• _DIRECTIONS FOR THIS TASK_
Every line with the string "linear" in it belongs in your answer, so copy them all from the data.

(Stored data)
-*-*-

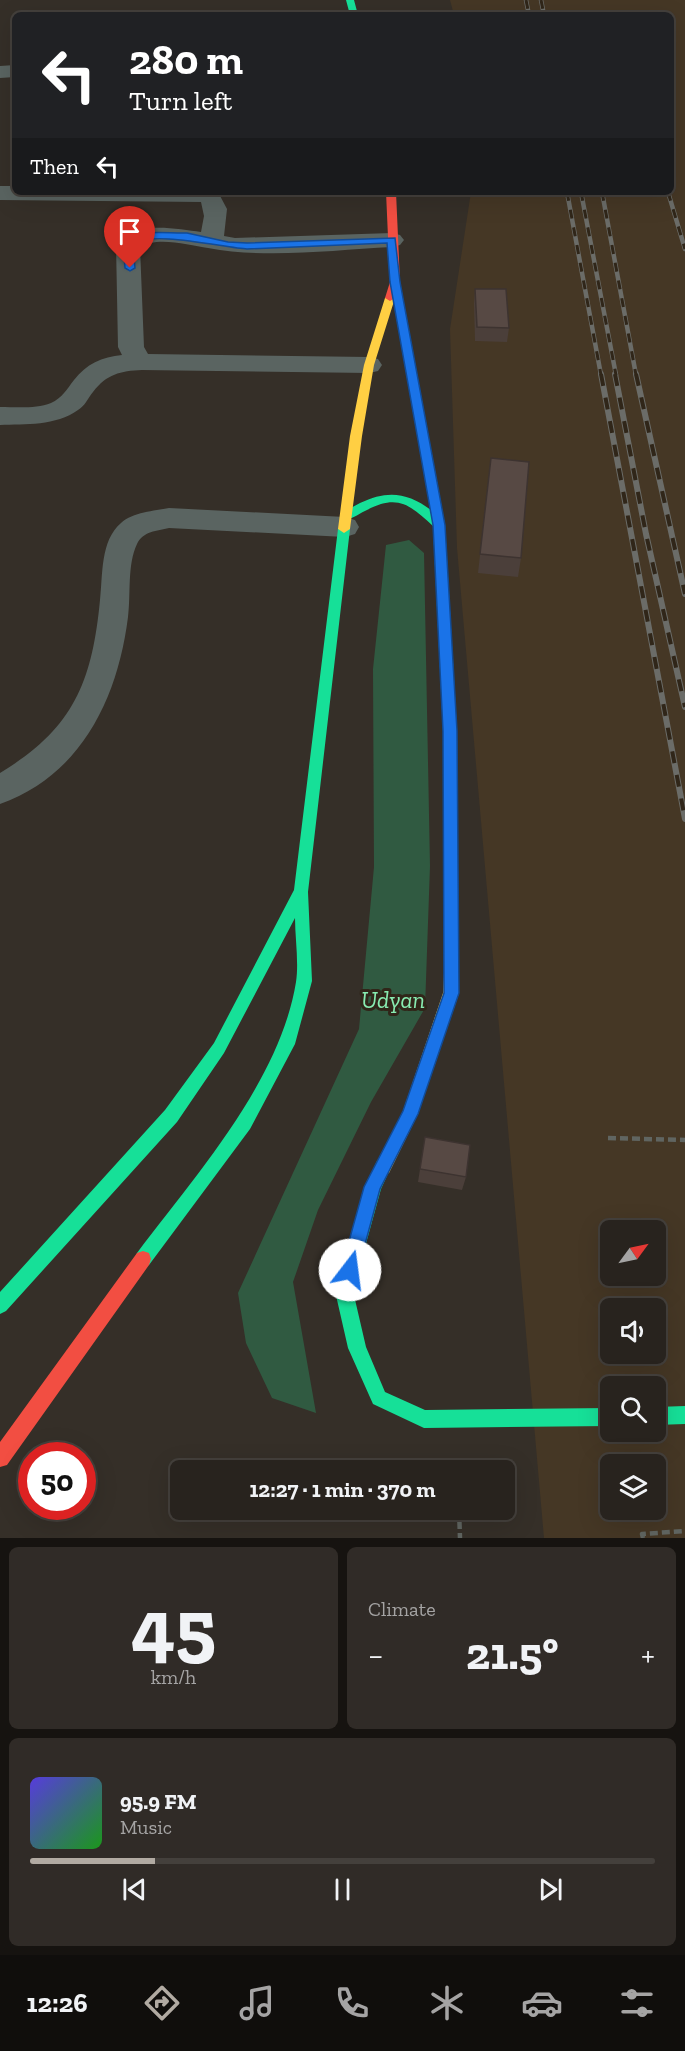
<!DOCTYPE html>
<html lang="en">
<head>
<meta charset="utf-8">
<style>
	body { margin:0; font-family:"Zilla Slab",serif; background:#302b27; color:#f1f3f6; height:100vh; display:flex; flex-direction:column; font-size:22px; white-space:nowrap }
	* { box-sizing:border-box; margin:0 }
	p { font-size:20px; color:#a5a4a4 }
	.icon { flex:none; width:33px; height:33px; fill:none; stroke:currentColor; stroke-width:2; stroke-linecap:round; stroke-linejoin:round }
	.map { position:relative; height:1538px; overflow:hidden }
	.side { display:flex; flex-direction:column; gap:9px; padding:9px; background:#161310; flex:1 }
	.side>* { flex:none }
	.hud { position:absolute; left:12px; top:12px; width:662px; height:183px; border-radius:9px; box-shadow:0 6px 24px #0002,0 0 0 2px #44403c; background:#202124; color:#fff; overflow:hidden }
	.needle { width:39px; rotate:57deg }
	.controls { position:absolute; left:600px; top:1220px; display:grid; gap:12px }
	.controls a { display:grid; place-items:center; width:66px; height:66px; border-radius:9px; background:#28231e; box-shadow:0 6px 24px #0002,0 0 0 2px #44403c; font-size:30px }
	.speed { position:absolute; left:18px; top:1442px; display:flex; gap:12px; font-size:30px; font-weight:700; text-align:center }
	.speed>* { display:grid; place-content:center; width:78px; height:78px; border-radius:50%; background:#28231e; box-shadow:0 6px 24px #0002,0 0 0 2px #44403c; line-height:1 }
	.speed .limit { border:9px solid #d22; background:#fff; color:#111 }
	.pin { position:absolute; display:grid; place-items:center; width:51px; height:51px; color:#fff; margin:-62px -26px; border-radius:50% 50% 50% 0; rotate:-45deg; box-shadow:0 0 6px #0007 }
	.pin .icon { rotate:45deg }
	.me { position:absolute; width:66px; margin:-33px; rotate:15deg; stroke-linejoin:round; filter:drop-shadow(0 0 4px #0008) }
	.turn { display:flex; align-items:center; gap:21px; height:126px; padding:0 18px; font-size:27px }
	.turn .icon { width:78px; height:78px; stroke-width:2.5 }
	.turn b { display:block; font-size:42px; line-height:51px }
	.then { display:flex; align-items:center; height:57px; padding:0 18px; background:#0003; gap:12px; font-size:22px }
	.big { font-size:45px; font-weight:700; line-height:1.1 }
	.side .card { flex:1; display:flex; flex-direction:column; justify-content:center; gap:9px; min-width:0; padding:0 21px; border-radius:9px; background:#302b27 }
	.side .dial { align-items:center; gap:0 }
	.dial b { font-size:78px; line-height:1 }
	.song { display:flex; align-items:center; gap:18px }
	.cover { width:72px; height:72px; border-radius:9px; background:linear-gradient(135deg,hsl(250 70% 55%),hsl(120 70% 35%)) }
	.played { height:6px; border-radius:3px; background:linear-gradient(90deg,#b1aaa2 20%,#44403c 20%) }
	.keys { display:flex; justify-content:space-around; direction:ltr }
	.heat { display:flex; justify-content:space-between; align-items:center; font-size:33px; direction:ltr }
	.side .tiles { flex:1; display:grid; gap:9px; grid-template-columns:1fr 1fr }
	.card:last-child { grid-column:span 2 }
	.trip { position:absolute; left:170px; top:1460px; width:345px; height:60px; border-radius:9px; background:#28231e; box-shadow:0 6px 24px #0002,0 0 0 2px #44403c; font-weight:700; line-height:60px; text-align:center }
	.dock { display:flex; height:96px; justify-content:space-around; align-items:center; background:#100e0c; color:#a5a4a4 }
	.dock .icon { width:42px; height:42px }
	.dock .selected { color:#b1aaa2 }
	.dock b { font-size:27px; color:#f1f3f6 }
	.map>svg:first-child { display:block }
	.built { fill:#453725; fill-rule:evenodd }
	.green { fill:#305a41 }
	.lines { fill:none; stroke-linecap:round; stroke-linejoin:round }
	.path { stroke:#606561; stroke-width:4.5; stroke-dasharray:8 4; stroke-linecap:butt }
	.street { fill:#5a6461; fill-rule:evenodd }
	.fast { fill:#16e098; fill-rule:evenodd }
	.slow { fill:#ffcf43; fill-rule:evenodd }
	.jam { fill:#f24e42; fill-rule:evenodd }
	.rail-far1-casing { stroke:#6b6c68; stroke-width:4.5 }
	.rail-casing { stroke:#6b6c68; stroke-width:6 }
	.rail-far1 { stroke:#302619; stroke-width:3; stroke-dasharray:9; stroke-linecap:butt }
	.rail { stroke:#302619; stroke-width:4; stroke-dasharray:12; stroke-linecap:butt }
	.wall { fill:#4b3f3a }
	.building { fill:#574944; stroke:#3d3330; stroke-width:1.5 }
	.route { fill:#1a73e8; stroke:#114b97; stroke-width:1.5 }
	.labels { text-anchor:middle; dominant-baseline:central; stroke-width:6; stroke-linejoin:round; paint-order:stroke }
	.park-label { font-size:24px; font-style:italic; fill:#88ecb1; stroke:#302619 }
</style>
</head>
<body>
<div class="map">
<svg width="685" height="1538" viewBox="0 0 685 1538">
	<rect width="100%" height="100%" fill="#352f28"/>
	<path class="built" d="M450,0H685V1538H544L457,548L450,329L471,192H670V15H454ZM610,1230H656V1275H610ZM610,1308H656V1353H610ZM610,1386H656V1431H610ZM610,1464H656V1509H610Z"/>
	<path class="green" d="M409,540L424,553L430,866L425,1008L371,1102L318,1210L293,1282L316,1413L272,1398L246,1343L238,1293L359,1029L374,867L373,669L386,545Z"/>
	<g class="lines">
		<path class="path" d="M608,1138L685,1140
			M457,1458V1470
			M459,1509L460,1538
			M643,1538L642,1534L685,1531"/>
		<path class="street" d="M15,65V77L0,78V66Z
			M0,186H15V192H218L227,209L224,236L235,238L392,233L400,235L404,240L400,245L392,247C332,250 267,259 208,248C189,245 157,236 140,247L144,347L148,354L369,357L378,359L382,365L378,371L369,373L142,370C120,371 107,374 93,392C88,398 85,406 78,410C56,426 25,424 0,425V407C16,407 36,409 51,403C62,398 67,389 74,380C86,364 102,357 122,355L118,347L116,244C133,220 176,229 201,232L204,216L201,202L0,200Z
			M169,508L345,517L355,520L359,527L355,534L345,537L169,528C157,531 143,531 137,544C127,565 131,594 128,617C118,697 82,775 0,804V773C73,729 92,683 100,600C103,575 100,541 121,523C133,512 154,511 169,508Z"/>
		<path class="fast" d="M346,0H354L358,15H350Z
			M395,279L400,282L445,525L457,731L458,973L456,978L451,980L446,978L444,973L443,731L433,526C410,505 398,494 367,510C360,513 354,518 346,520L340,516C345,510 353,507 360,503C387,490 407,492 431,510L390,282Z
			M344,525L350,529L308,892L312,981L295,1044L250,1129L149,1265L143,1267L137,1265L135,1259L137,1253C196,1175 280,1081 296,982C299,962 295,938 295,918L224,1053L177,1122L6,1311L0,1314V1292L165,1110L214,1043L294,890L338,529Z
			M383,1159L389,1161L391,1167L381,1189L353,1291L366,1347L385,1392L425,1410L610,1408V1426L424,1428L373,1404L348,1348L335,1291L365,1187L377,1161Z
			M685,1406V1424L656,1425V1407Z"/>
		<path class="slow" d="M390,295L395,298L374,365L362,436L350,529L344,533L338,529L350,436L364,365L385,298Z
			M451,966L456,968L458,973L459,993L418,1114L389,1173L383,1175L377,1173L375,1167L403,1111L443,993L444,973L446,968Z"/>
		<path class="jam" d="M386,192H396L400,282L395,298L390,301L385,298L390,282Z
			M143,1251L149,1253L151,1259L149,1265L7,1465L0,1467V1442L137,1253Z"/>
		<defs>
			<path id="rail-far1" d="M526,0L529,15
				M541,0L544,15
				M567,192L601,375
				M581,192L616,375
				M602,192L636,375
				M668,192L685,249"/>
			<path id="rail" d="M601,374L685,819
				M615,374L646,534L685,707
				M636,374L685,594"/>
		</defs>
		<use href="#rail-far1" class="rail-far1-casing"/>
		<use href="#rail" class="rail-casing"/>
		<use href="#rail-far1" class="rail-far1"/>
		<use href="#rail" class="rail"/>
	</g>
	<path class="wall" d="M475,289L509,328L507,342L475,341L474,303Z
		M491,458L521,558L518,577L478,573Z
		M425,1137L466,1177L462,1190L418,1182Z"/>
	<path class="building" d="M475,289H506L509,328L477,327Z
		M491,458L529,462L521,558L480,554Z
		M425,1137L470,1145L466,1177L420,1169Z"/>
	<path class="route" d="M187,233L228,242L247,243L395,238L400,282L445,525L457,731L459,993L418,1114L380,1189L358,1270L356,1276L350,1279L344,1276L341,1270L364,1187L403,1111L444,993L443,731L433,525L390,282L387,243L247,249C225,248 148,229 133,245L135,268L130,271L125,268L123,244C136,227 167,234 187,233Z"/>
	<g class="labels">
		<g class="park-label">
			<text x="393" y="999">Udyan</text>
		</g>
	</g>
</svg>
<div class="controls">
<a><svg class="needle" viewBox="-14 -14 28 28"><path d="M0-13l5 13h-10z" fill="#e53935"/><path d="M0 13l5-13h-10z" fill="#a5a4a4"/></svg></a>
<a><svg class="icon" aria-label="sound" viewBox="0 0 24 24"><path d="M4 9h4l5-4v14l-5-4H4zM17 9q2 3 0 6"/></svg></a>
<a><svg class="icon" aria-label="search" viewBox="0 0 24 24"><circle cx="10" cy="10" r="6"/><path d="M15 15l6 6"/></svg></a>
<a><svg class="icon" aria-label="layers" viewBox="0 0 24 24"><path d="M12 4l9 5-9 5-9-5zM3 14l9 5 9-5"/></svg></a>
</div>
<div class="speed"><div class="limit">50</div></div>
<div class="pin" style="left:130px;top:268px;background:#d93025"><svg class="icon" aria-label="arrive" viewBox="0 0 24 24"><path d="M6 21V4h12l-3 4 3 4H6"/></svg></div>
<svg class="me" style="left:350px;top:1270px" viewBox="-20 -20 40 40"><circle r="19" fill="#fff"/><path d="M0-13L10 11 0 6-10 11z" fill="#1a73e8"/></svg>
<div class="trip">12:27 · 1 min · 370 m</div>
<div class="hud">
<div class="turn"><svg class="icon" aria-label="left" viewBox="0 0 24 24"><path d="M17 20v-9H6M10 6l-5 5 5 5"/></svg><div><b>280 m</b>Turn left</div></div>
<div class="then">Then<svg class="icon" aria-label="left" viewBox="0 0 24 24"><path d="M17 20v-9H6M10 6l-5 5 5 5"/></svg></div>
</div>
</div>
<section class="side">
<div class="tiles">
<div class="card dial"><b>45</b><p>km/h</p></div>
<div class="card"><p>Climate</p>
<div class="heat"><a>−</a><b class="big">21.5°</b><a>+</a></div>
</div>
<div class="card">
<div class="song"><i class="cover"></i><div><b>95.9 FM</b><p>Music</p></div></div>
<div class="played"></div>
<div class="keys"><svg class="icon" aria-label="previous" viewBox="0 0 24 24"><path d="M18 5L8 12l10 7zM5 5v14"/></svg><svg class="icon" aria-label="pause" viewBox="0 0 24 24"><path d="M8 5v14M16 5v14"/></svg><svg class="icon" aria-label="next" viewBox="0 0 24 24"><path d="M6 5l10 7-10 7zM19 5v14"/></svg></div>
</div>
</div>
</section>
<nav class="dock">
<b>12:26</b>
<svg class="icon selected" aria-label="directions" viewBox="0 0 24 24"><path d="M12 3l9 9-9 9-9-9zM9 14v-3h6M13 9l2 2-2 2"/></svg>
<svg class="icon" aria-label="music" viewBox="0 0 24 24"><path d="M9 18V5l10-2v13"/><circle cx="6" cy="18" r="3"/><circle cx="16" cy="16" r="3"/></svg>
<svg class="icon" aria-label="phone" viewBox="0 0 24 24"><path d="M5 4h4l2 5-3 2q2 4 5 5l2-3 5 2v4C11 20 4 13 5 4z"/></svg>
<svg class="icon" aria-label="climate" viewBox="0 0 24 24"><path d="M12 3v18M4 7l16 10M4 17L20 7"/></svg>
<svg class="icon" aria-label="car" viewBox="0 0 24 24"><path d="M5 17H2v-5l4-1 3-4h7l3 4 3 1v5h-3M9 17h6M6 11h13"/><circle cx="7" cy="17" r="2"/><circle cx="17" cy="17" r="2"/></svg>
<svg class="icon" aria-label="filters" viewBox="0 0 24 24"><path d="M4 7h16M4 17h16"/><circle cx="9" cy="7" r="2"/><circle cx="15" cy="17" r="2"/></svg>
</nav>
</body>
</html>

-*-*-

• _THE COMPLETED TASK_
	.cover { width:72px; height:72px; border-radius:9px; background:linear-gradient(135deg,hsl(250 70% 55%),hsl(120 70% 35%)) }
	.played { height:6px; border-radius:3px; background:linear-gradient(90deg,#b1aaa2 20%,#44403c 20%) }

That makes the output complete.